A New Era of Privacy in Tokenized Assets
The integration with T-REX Ledger is designed to address a critical issue that has hindered broader institutional adoption of public blockchain infrastructure: the exposure of sensitive positions and transaction data. By enabling regulated institutions to use public blockchains without revealing confidential information, this partnership could accelerate the transition of traditional financial assets to the blockchain.
Zama founder Rand Hindi explained that institutions using T-REX would be able to ‘shield’ their ERC-3643 positions by wrapping existing tokens into confidential equivalents.

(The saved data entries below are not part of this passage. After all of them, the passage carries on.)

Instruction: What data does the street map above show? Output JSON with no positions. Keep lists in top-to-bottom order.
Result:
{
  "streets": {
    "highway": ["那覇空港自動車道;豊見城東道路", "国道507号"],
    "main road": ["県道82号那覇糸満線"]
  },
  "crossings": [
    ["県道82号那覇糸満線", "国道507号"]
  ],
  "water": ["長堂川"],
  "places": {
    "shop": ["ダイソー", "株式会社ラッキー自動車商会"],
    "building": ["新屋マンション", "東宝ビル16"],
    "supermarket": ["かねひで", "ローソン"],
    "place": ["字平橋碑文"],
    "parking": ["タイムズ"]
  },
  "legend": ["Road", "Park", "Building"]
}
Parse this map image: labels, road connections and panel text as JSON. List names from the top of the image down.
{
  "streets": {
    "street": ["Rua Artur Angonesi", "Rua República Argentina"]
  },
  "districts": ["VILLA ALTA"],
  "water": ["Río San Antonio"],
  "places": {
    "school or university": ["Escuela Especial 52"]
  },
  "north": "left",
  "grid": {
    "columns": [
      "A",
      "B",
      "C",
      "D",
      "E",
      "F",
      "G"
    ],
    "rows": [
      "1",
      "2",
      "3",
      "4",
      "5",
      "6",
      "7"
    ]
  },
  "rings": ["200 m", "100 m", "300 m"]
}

This process preserves balances 1:1 while encrypting future transfers and balances end-to-end, ensuring that sensitive data remains protected.
Competing Privacy Models
The integration comes at a time when the industry is actively debating the best approaches to handling privacy and interoperability onchain. Zero-knowledge systems, permissioned networks, and FHE are all vying for a place in the tokenization stack.
Matter Labs CEO Alex Gluchowski argues that zero-knowledge systems like zkSync’s Prividium offer the only way for enterprises to achieve real privacy and onchain interoperability. He emphasizes that ZK proofs allow institutions to validate transactions without revealing underlying data, while still anchoring security to Ethereum’s base layer.
However, Digital Asset co-founder Shaul Kfir disputes the necessity of ZK for most real-world assets. Kfir points out that Canton’s permissioned architecture already combines privacy and interoperability without requiring every participant to validate every transaction. He stresses that cryptographic guarantees cannot replace legal enforceability, especially in the context of onchain disputes.
FHE: A Complementary Solution
Hindi positions FHE as a complementary solution that addresses the shared state problem limiting both ZK and permissioned networks. By allowing the network to run shared computations over encrypted data from multiple users simultaneously, FHE can support complex workflows like confidential, compliant decentralized finance primitives and daily threshold checks for regulators on public infrastructure.
According to Hindi, FHE introduces a few seconds of extra latency for encryption and decryption but does not affect T-REX’s underlying throughput or public chain composability. This makes it an attractive option for institutions looking to balance regulatory compliance with privacy and efficiency.
Looking Forward
The partnership between Zama and T-REX represents a significant milestone in the development of tokenized assets. As the industry continues to explore and refine various privacy models, the integration of FHE into the tokenization stack could set a new standard for how institutions handle sensitive data on public blockchains.
With the ongoing debate over the best approaches to privacy and interoperability, the success of this partnership will likely influence the direction of future innovations in the tokenization space.